Classes and records can extend other records and classes. Some fields can be implemented in these extensions, this is useful when all instances of the extension are supposed to implement the field in the same way:

\class CommMonoid \extends Monoid
| *-comm (x y : A) : x * y = y * x
| id-right x => *-comm x id *> id-left x
-- id-right follows from id-left for commutative monoids

We will discuss extensions in more detail below.

# Classes, instances

The only difference between classes and records is that there is an instance inference mechanism available for classes. This mechanism is analogous to the one in Haskell.

Global instances of a class can be defined using \instance keyword. For example, there are two natural instances of the class Monoid for natural numbers: monoid on + and monoid on *.

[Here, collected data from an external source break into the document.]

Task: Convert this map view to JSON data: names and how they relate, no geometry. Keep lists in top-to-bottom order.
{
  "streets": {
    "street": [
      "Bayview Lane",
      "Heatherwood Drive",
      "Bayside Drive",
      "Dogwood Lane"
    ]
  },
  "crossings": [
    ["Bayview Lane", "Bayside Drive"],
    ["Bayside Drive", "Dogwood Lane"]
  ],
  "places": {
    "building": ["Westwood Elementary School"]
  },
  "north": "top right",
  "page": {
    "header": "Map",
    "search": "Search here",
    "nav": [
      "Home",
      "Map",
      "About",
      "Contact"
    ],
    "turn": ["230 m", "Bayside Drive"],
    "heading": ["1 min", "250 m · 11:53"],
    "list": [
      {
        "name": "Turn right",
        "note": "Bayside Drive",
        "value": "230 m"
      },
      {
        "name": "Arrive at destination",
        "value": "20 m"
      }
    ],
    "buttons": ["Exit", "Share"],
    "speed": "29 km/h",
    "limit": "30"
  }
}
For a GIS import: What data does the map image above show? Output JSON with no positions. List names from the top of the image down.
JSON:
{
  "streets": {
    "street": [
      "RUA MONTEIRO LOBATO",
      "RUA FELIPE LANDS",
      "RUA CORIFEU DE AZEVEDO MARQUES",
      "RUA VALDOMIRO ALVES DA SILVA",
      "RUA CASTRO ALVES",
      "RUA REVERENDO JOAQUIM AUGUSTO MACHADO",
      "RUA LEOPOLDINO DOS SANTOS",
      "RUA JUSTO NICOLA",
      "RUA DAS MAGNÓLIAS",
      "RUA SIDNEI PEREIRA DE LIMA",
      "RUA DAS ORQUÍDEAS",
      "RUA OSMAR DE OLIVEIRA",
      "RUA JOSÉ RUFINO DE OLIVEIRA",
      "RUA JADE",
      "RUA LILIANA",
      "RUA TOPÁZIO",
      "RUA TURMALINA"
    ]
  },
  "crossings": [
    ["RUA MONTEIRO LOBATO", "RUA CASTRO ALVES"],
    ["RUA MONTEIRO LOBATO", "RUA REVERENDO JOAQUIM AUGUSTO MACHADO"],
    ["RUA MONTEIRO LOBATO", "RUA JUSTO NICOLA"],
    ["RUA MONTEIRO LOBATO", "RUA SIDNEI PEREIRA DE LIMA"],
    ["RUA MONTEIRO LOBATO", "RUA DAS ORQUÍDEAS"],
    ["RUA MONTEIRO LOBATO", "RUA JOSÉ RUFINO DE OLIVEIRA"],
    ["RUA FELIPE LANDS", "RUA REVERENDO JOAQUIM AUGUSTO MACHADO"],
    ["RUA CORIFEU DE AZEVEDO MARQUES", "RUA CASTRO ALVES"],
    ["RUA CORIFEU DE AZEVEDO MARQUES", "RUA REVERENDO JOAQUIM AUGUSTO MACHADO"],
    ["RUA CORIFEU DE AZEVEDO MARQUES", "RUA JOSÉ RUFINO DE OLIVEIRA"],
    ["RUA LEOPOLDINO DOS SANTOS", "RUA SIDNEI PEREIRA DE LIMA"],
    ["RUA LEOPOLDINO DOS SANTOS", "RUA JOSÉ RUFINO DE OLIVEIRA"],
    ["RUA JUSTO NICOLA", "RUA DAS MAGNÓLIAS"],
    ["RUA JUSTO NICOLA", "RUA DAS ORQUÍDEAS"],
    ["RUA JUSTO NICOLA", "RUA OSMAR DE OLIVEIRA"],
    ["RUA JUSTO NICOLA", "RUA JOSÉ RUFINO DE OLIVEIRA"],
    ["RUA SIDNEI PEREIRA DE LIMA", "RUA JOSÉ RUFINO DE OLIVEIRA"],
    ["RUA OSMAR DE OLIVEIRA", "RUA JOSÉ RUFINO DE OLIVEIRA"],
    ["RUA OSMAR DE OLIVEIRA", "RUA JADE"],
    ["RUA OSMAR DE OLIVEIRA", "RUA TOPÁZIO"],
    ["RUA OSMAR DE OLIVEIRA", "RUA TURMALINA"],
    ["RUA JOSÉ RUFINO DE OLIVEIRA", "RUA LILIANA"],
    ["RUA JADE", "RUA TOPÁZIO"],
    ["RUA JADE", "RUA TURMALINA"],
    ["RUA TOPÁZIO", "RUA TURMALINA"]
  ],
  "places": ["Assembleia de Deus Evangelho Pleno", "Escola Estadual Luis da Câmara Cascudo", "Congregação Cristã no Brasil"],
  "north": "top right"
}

\instance +-NatMonoid : Monoid Nat
| id => 0
| * => Nat.+
| *-assoc => {?}
| id-left => {?}
| id-right => {?}

\instance *-NatMonoid : Monoid Nat
| id => 1
| * => Nat.*
| *-assoc => {?}
| id-left => {?}
| id-right => {?}

-- alternative definition of the latter:
\instance *-NatMonoid' : Monoid Nat 1 (Nat.*) {?} {?} {?}

The first explicit pararameter of a class is of special significance and is called classifying field of a class. The classifying field of a class is typically a carrier, on top of which all other fields of the class define some structure. Thus the type of the classifying field is often \Type or \Set. Classifying fields significantly affect the behavior of the instance inference algorithm. Basically, in case there are no local instances, the algorithm searches for a first appropriate global instance (appropriate in the sense that its classifying field coincides with some expected type).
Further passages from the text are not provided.